The most important question is whether or not the company can build up real share in LTE baseband. Qualcomm (NASDAQ:QCOM) has long dominated this market, while Broadcom has historically struggled to beat out Intel (NASDAQ:INTC) or Mediatek for the No. 2 slot, let alone even challenge Qualcomm's 50%-plus market share.
Broadcom's acquisition of LTE assets from Renesas gave this business a real shot in the arm, confirmed with a subsequent win at Samsung. It is going to make much more than that to convince the market. Marvell (NASDAQ:MRVL), Mediatek, and Intel are all pushing hard and that is rarely good for margins. But if Broadcom can follow up with subsequent LTE wins and start leveraging years of spending in this space, the benefits to revenue and margins could be well in excess of today's low expectations.
Importantly, if the boasts of Broadcom's management as to the size and power consumption benefits of the new chips prove true, not to mention features like voice-over-LTE support, Qualcomm just may have a new rival. Broadcom is also licensing ARMv7 and v8 technology, indicating that it may be looking to challenge Qualcomm here (as well as compete more effectively with Intel and Marvell).

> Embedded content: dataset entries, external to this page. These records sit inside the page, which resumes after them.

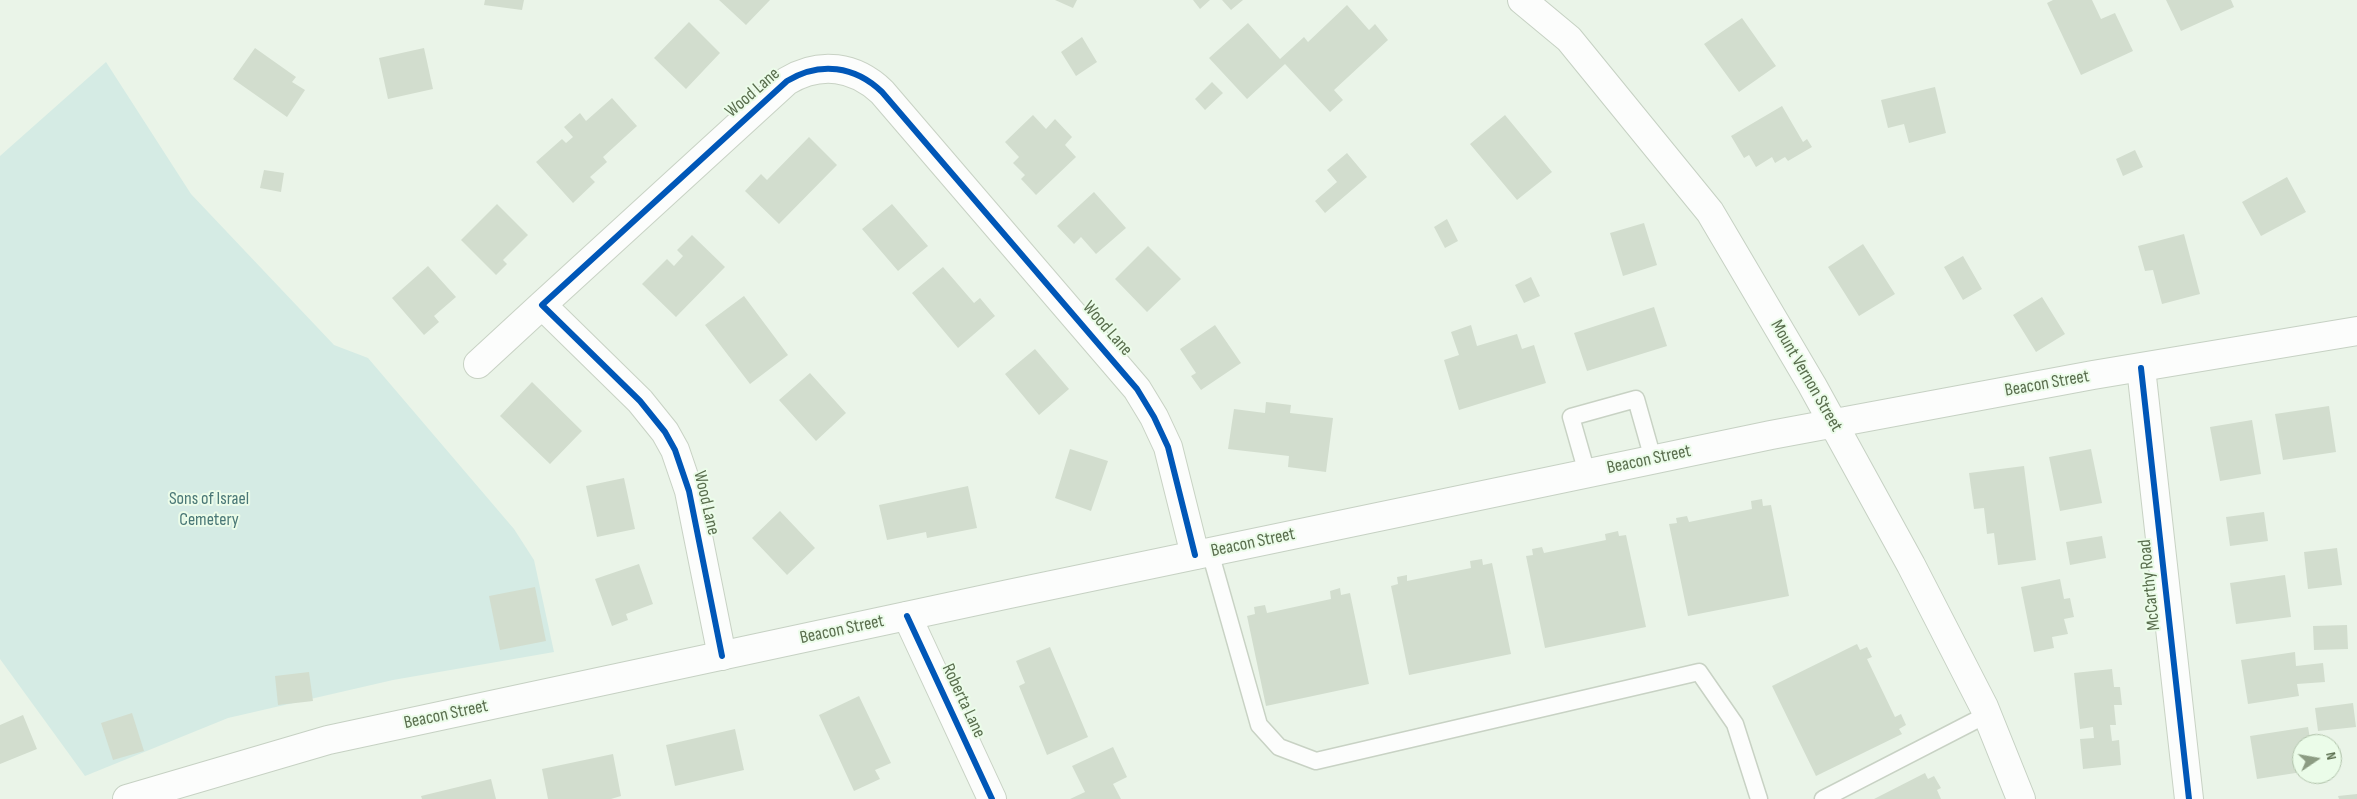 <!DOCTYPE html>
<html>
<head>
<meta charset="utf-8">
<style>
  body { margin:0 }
  #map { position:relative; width:2357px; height:799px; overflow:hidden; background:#eaf4e8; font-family:"Sofia Sans Condensed",sans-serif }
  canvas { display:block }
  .north { position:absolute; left:2292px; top:734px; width:50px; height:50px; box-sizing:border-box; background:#ebfce9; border:1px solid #b1c3ab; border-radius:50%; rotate:78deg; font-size:14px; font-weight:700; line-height:20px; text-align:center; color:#596d4d }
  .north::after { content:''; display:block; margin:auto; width:18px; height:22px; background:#8c9c83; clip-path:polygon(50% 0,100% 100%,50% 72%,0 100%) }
</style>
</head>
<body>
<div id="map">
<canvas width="2357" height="799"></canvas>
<div class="north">N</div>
</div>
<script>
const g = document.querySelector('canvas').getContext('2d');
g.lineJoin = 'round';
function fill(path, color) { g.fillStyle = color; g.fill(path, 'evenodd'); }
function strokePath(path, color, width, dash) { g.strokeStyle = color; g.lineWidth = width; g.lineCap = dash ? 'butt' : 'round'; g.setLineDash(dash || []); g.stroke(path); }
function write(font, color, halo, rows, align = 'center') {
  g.font = font + ' "Sofia Sans Condensed",sans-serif'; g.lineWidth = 4; g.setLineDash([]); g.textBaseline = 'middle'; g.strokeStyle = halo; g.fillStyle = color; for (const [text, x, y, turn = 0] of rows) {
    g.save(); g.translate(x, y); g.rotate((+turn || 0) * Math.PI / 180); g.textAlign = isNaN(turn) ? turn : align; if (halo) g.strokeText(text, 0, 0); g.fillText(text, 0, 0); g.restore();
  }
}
fill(new Path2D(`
  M106,62L191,194L334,345L368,358L514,529L534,560L554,652L393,680L228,718L85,776L0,659V156Z`), '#d5ebe4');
fill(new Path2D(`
  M485,0H524L522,10L484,5Z
  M719,0H770L746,25Z
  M1055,0H1077L1073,8Z
  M1193,0H1210L1200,9Z
  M1222,0H1243L1231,10Z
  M2053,0H2092L2101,19L2115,13L2133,51L2081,75L2047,3Z
  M2166,0H2231L2234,7L2181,31Z
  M1347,5L1369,30L1375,24L1388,40L1334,90L1343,100L1330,112L1285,64L1247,99L1209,58L1248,23L1280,59L1304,37L1308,42Z
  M1742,18L1776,66L1739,92L1704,44Z
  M689,22L720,53L686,89L654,58Z
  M1082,37L1097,62L1076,76L1061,52Z
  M255,48L296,77L292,82L305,90L287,117L233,79Z
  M424,48L433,89L388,99L379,58Z
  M1212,82L1223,93L1205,110L1195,99Z
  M1935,87L1946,133L1909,143L1904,124L1888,128L1881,100Z
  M612,98L637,126L603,157L607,162L590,177L595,182L573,203L536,162L562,139L566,143L573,137L564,127L580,113L586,121Z
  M1782,106L1803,142L1807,139L1812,147L1788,161L1785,157L1775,163L1772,157L1756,167L1749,155L1744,158L1731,136Z
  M1033,115L1046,129L1055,119L1072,137L1065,145L1076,157L1036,195L1021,179L1025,175L1013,163L1019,157L1005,142Z
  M1505,115L1552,172L1517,200L1470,144Z
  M809,137L837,165L779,224L745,191L761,174L767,180Z
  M2135,150L2143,167L2123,176L2116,159Z
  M1347,153L1367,177L1325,213L1315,201L1337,182L1327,170Z
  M264,170L284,173L281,192L260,188Z
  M2287,177L2306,212L2261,236L2242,202Z
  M1094,192L1126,228L1096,254L1081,237L1074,244L1057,226Z
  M497,204L528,235L503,260L507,264L496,275L461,240Z
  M892,204L928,246L898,271L862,229Z
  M1447,219L1458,241L1445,248L1434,227Z
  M1644,223L1657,265L1623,276L1610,233Z
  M2184,234L2200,294L2162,304L2153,270L2145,271L2138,246Z
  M692,235L725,267L676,317L642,284L667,259L674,266L683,256L677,250Z
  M1863,244L1895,294L1859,316L1828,267Z
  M1148,246L1181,279L1147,312L1115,279Z
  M1963,256L1982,289L1963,300L1944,267Z
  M428,266L456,297L434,316L439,322L424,335L392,298Z
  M943,267L974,303L980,298L995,316L958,348L912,293Z
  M1531,277L1540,296L1524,303L1515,285Z
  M744,296L788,355L750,384L705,325Z
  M2042,297L2065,334L2036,352L2013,315Z
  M1654,307L1667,346L1587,371L1574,333Z
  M1215,325L1241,363L1201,390L1191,376L1196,373L1180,349Z
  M1471,325L1477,346L1517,334L1522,349L1534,345L1546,383L1459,410L1444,360L1459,355L1451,332Z
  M1035,349L1069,389L1039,415L1005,374Z
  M810,373L846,413L816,441L779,400Z
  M532,382L582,431L550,464L500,416Z
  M1266,402L1291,405L1290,413L1333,418L1326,472L1288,467L1289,456L1228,449L1234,409L1265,413Z
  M2329,406L2336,452L2283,460L2275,414Z
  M2252,420L2261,474L2220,481L2210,427Z
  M1070,449L1108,461L1091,511L1055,498Z
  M2091,449L2102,503L2060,511L2049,457Z
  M2024,466L2036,560L1998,565L1994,533L1987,534L1984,508L1974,509L1969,473Z
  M624,478L635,529L597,537L586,486Z
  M968,486L977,528L927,538L926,532L887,540L879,505Z
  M1762,499L1763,506L1771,505L1789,596L1688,616L1669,524L1677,523L1676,518L1687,516L1689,522L1752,509L1751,501Z
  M780,511L815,548L787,575L752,538Z
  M2264,512L2268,541L2230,546L2226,517Z
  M1618,531L1619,536L1626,535L1646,627L1545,648L1526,556L1533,555L1532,549L1542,547L1544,553L1606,540L1605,534Z
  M2102,536L2106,558L2070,565L2066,542Z
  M2337,548L2342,585L2308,589L2304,552Z
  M1482,559L1483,565L1492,563L1511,654L1409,675L1391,586L1398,584L1397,577L1407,575V581L1471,568L1470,561Z
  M639,564L653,604L626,614L628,620L612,626L595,579Z
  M2285,575L2291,617L2236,624L2230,583Z
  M2060,579L2064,599L2070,598L2074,617L2064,619L2068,634L2052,637L2054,648L2034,652L2021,587Z
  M535,587L546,641L500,650L489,596Z
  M1340,588L1341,595L1350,593L1369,684L1266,706L1247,616L1255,614L1254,607L1265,605L1267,613L1331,599L1330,591Z
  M2347,625L2348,649L2314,650L2313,626Z
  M1857,644L1860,650L1867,647L1872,657L1867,659L1895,717L1901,714L1906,725L1899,729L1902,734L1816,776L1772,686Z
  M1050,647L1088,737L1047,755L1019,686L1025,683L1016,661Z
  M2295,652L2296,666L2323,663L2325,682L2297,684L2299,696L2248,704L2241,660Z
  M2112,669L2114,687H2120L2122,705H2114L2116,725H2110L2112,741L2119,740L2121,765L2083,769L2080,739L2094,738L2093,727L2080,729L2074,673Z
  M309,672L313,701L278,705L275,676Z
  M859,696L891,763L875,770L880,779L854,791L819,715Z
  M2353,703L2356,727L2318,731L2315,708Z
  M132,713L144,751L113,760L101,723Z
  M23,715L37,749L0,764V725Z
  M2308,727L2311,744H2302V772L2257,779L2250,736Z
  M735,729L744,770L675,786L666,745Z
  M1113,747L1127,777L1113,784L1121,799H1070L1085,792L1072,766Z
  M613,754L621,796L611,799H548L542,769Z
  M1925,773L1928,779L1934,776L1941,788L1937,790L1941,799H1874Z
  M491,779L496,799H422L421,796Z
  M2357,794V799H2339L2338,796Z`), '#d2ddce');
const lane = new Path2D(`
  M1587,473L1571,417L1636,399L1653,459
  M1210,552L1259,725L1279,747L1316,761L1699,672L1735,724L1759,799
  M1823,799L1986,715`);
const street = new Path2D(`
  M478,364L542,305
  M2141,368L2189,799
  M907,616L992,799
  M722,656L689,491L675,450L665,432L640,401L542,305L787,81C820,61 855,66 882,92L1137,389L1154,417L1168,447L1195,555`);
const secondary = new Path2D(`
  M1522,0L1569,39L1710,212L1812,385L1911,565L1984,707L2021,799
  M127,799L328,740L1009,594L1771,435L2093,375L2357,331`);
strokePath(lane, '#c8d2c4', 19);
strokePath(street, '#c8d2c4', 30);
strokePath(secondary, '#c6d1c3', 30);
strokePath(lane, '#fcfdfc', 16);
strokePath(street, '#fcfdfc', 28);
strokePath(secondary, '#fcfdfc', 28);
strokePath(new Path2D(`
  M2141,368L2189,799
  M907,616L992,799
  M722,656L689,491L675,450L665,432L640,401L542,305L787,81C820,61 855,66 882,92L1137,389L1154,417L1168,447L1195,555`), '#0057b8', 6);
write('18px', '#596d4d', '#ebfce9', [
  ["Wood Lane",753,93,-41],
  ["Wood Lane",1107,329,49],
  ["Mount Vernon Street",1806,376,60],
  ["Beacon Street",2047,384,-10],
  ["Beacon Street",1649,460,-12],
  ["Wood Lane",706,503,77],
  ["Beacon Street",1253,543,-12],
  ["McCarthy Road",2150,585,-96],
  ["Beacon Street",842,630,-12],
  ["Roberta Lane",963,701,65],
  ["Beacon Street",446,715,-12]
]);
write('18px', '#4a7776', '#ebfce9', [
  ["Sons of Israel",209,499],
  ["Cemetery",209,520]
]);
</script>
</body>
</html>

Getting stronger (and maybe smarter) in Infrastructure
I do believe that Broadcom's strength in Infrastructure, where it designs and sells chips for applications like Ethernet switches, is an overlooked factor in the company's favor. The company has leading share in many switch and controller applications (over 50% in some cases), and the new Trident II product should be a winner. Supporting over 100 10G ports, customers like Cisco, Juniper, and Huawei have already launched switches with Trident II.
Even with competition from Marvell and Intel (and emerging competition from companies like Cavium), this business should do well in 2014. Data center demand should be solid, particularly with 10GbE switches. It's also worth noting that Broadcom should start shipping product to BMW for the auto connectivity market, a market that management believes could ultimately be worth $1 billion or more.

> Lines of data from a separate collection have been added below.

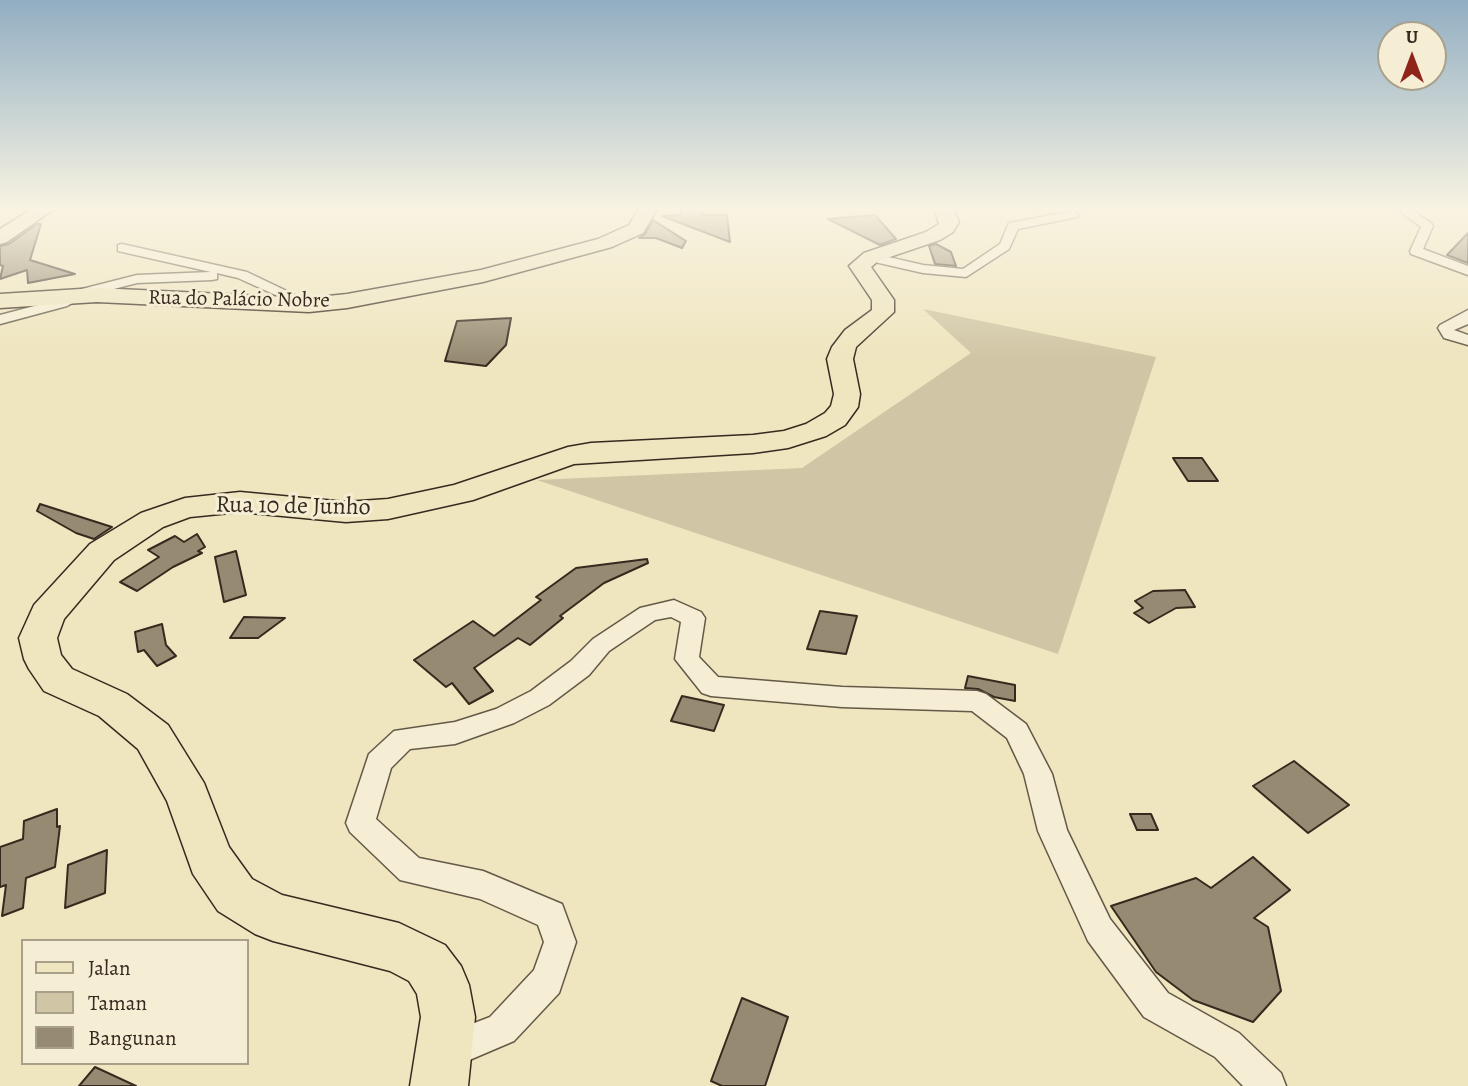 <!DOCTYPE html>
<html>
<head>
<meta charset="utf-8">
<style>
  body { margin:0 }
  #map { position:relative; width:1468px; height:1086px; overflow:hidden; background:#efe5bf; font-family:Alegreya,serif }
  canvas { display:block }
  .legend { position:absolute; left:21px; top:939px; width:228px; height:126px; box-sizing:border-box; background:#f5eed5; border:2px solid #a9a08c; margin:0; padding:9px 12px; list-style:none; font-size:21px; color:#362a1f }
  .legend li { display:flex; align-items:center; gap:14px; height:35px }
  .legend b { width:35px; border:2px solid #a9a08c }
  .north { position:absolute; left:1377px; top:21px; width:70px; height:70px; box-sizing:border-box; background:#f5eed5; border:2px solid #a9a08c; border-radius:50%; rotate:0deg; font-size:19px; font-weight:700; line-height:28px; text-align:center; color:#362a1f }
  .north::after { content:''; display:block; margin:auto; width:24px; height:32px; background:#8f2418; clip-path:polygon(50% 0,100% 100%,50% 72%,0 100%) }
</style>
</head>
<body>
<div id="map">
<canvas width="1468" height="1086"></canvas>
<ul class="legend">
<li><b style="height:9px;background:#efe5bf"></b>Jalan</li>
<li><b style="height:19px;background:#d0c5a4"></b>Taman</li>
<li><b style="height:19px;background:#968b72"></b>Bangunan</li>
</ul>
<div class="north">U</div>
</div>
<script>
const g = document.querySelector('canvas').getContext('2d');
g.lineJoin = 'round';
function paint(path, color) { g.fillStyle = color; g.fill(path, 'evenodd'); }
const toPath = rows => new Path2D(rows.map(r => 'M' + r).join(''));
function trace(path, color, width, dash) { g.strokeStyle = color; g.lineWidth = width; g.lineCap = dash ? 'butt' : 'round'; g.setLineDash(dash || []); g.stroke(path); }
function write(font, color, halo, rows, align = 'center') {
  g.font = font + ' Alegreya,serif'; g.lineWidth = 6; g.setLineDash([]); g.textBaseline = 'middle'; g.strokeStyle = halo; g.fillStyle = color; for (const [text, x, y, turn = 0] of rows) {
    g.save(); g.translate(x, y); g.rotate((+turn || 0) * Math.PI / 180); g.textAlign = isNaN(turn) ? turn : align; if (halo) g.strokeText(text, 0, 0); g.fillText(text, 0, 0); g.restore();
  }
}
paint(toPath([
  [923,309,1156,357,1058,654,537,480,802,468,971,353]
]), '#d0c5a4');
const building = toPath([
  [682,207,703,207,702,215,727,215,730,242,662,216,680,215,682,207],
  [875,215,896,239,880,245,828,219,875,215],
  [653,220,686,241,682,248,656,238,639,238,645,234,653,220],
  [37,224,41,224,30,260,75,274,28,283,27,270,0,279,3,266,0,265,0,246,9,244,37,224],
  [1468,233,1468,263,1447,255,1468,233],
  [936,244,951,252,956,266,935,264,929,246,936,244],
  [511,318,506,345,486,366,445,361,457,321,511,318],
  [1173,458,1202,458,1218,481,1188,481,1173,458],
  [40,504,112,527,94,539,76,533,37,511,40,504],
  [197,534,205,547,198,551,202,553,173,567,137,591,120,582,159,557,148,550,175,536,184,542,197,534],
  [236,551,246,595,224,602,215,557,236,551],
  [647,559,648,563,604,583,560,616,563,618,530,645,518,638,474,668,493,691,469,704,452,683,446,687,414,660,473,621,494,636,541,600,536,597,576,568,647,559],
  [1185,590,1195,607,1176,608,1149,623,1134,613,1143,608,1135,601,1153,591,1185,590],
  [820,611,857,616,846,654,807,649,820,611],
  [244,617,285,618,258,638,230,638,244,617],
  [162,624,166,645,176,656,157,666,144,650,138,652,135,632,162,624],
  [968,676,1015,685,1015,701,994,697,978,689,965,688,968,676],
  [682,696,724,705,714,731,671,721,682,696],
  [1294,761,1349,805,1308,833,1253,786,1294,761],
  [57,809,57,827,60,826,55,867,26,878,23,908,2,916,6,885,0,887,0,847,23,839,24,821,57,809],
  [1130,814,1151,814,1158,830,1137,830,1130,814],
  [107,850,105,893,65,908,68,865,107,850],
  [1253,857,1290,890,1254,918,1268,927,1281,991,1253,1022,1193,1000,1156,972,1111,906,1196,878,1211,888,1253,857],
  [742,998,788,1017,765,1086,722,1086,711,1081,742,998],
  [95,1067,136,1086,79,1086,95,1067]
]);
paint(building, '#968b72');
trace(building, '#362a1f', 2);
const street = toPath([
  [1394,207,1407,207,1431,223,1433,226,1423,249,1468,266,1468,275,1411,254,1410,251,1421,227,1394,207],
  [1073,211,1079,215,1077,217,1018,229,1009,249,966,277,923,273,866,260,865,257,871,253,923,265,963,269,1000,244,1009,223,1073,211],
  [122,244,247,272,316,305,309,309,304,308,238,278,217,273,217,279,212,280,137,283,83,297,67,306,0,324,0,315,57,300,70,292,137,275,211,272,118,251,118,245,122,244],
  [1468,310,1468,324,1454,330,1468,335,1468,345,1444,338,1438,328,1440,325,1468,310],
  [674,600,701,612,705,618,699,657,718,677,842,687,977,691,986,694,1026,724,1052,774,1067,830,1110,919,1168,993,1239,1033,1281,1073,1286,1086,1243,1086,1215,1057,1144,1017,1088,941,1038,831,1024,774,1007,738,972,711,842,707,711,696,702,693,675,659,681,622,671,617,655,620,609,651,589,675,549,705,514,723,455,744,410,749,391,768,376,819,419,858,483,871,562,904,576,942,559,993,514,1041,446,1070,433,1065,428,1052,433,1039,490,1017,534,970,544,942,538,925,480,899,400,880,350,832,346,823,369,754,394,731,455,722,496,709,531,691,571,661,593,639,640,608,674,600]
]);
const primary = toPath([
  [35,207,57,207,7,242,0,244,0,229,35,207],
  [640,207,658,207,643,233,612,247,483,282,347,308,309,312,97,302,0,308,0,294,97,288,309,298,347,294,481,270,598,239,629,225,640,207],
  [934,207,952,207,959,222,953,232,940,240,878,261,871,267,894,300,894,312,856,347,853,359,860,394,858,407,845,425,826,436,788,448,753,453,574,464,473,500,388,519,346,522,240,512,190,517,163,527,114,560,64,619,57,638,61,655,72,669,127,694,168,725,204,783,229,847,252,879,282,895,399,923,445,945,461,966,469,985,475,1017,468,1086,410,1086,421,1017,417,994,409,981,390,971,273,941,255,934,218,911,193,874,167,801,138,749,99,716,44,691,29,669,24,659,19,638,34,605,90,544,141,513,185,498,240,492,346,502,388,499,454,485,568,447,591,443,753,435,784,431,806,424,825,413,831,406,834,394,827,359,832,347,845,330,872,310,872,300,849,266,864,253,926,232,939,224,934,207]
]);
trace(street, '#645947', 3);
trace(primary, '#362a1f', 3);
paint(street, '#f5eed5');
paint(primary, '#efe5bf');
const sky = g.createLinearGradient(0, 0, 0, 359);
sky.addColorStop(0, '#91aec2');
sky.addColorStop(0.58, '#f8f3e2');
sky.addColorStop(1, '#f8f3e200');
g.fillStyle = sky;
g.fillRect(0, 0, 1468, 359);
write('21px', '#362a1f', '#f5eed5', [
  ["Rua do Palácio Nobre",239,300,1]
]);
write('24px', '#362a1f', '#f5eed5', [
  ["Rua 10 de Junho",293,507,1]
]);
</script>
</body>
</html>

Broadcom is also actively managing this business. The company just agreed to sell its 10/40/100G Ethernet controller business to QLogic for $147 million and license some fibre channel IP for an additional $62 million. Importantly, the agreement calls for Broadcom to supply ASICs for QLogic's NetXtreme II controllers, giving the company exposure to market growth potential in 10G to 100G without heavy ongoing R&D burdens.
Even modest growth looks like enough
Expectations on Broadcom appear to be at a point where even just holding serve should lead to upside in the shares. I'm expecting to see momentum in 5G WiFi combo later this year from Samsung and Apple, as well as more design wins for LTE, while also looking for businesses like Broadband to benefit from product cycles like high-efficiency video codecs, ultra HD, and PON upgrades.
Longer term, I do expect Qualcomm to remain a ferocious rival, and I believe Marvell and Intel will not let up either. With that, I'm only looking for long-term revenue growth on the order of 4%. I likewise believe that the relentless cycle of competition in Broadcom's markets is going to limit margin potential; I don't see Broadcom returning to free cash flow margins above 20%, but I do believe they can stay in the high teens, allowing for FCF growth of around 4%.
The bottom line
Even with an elevated discount rate to account for the risk of competing with Qualcomm and Intel (not to mention lower-cost suppliers in Asia), 4% FCF growth supports a fair value today of $35. Looking at valuation a little differently, using sector comps to value the parts, I calculate an implied value of only about $2 to $3 per share for the wireless business (a business that supplies almost half of revenue). That tells me that the Street is very down on this business and additional design wins in LTE could lead to meaningful upside. Broadcom is not going to be the easiest stock to own, but I do believe the potential rewards make it worth a careful look.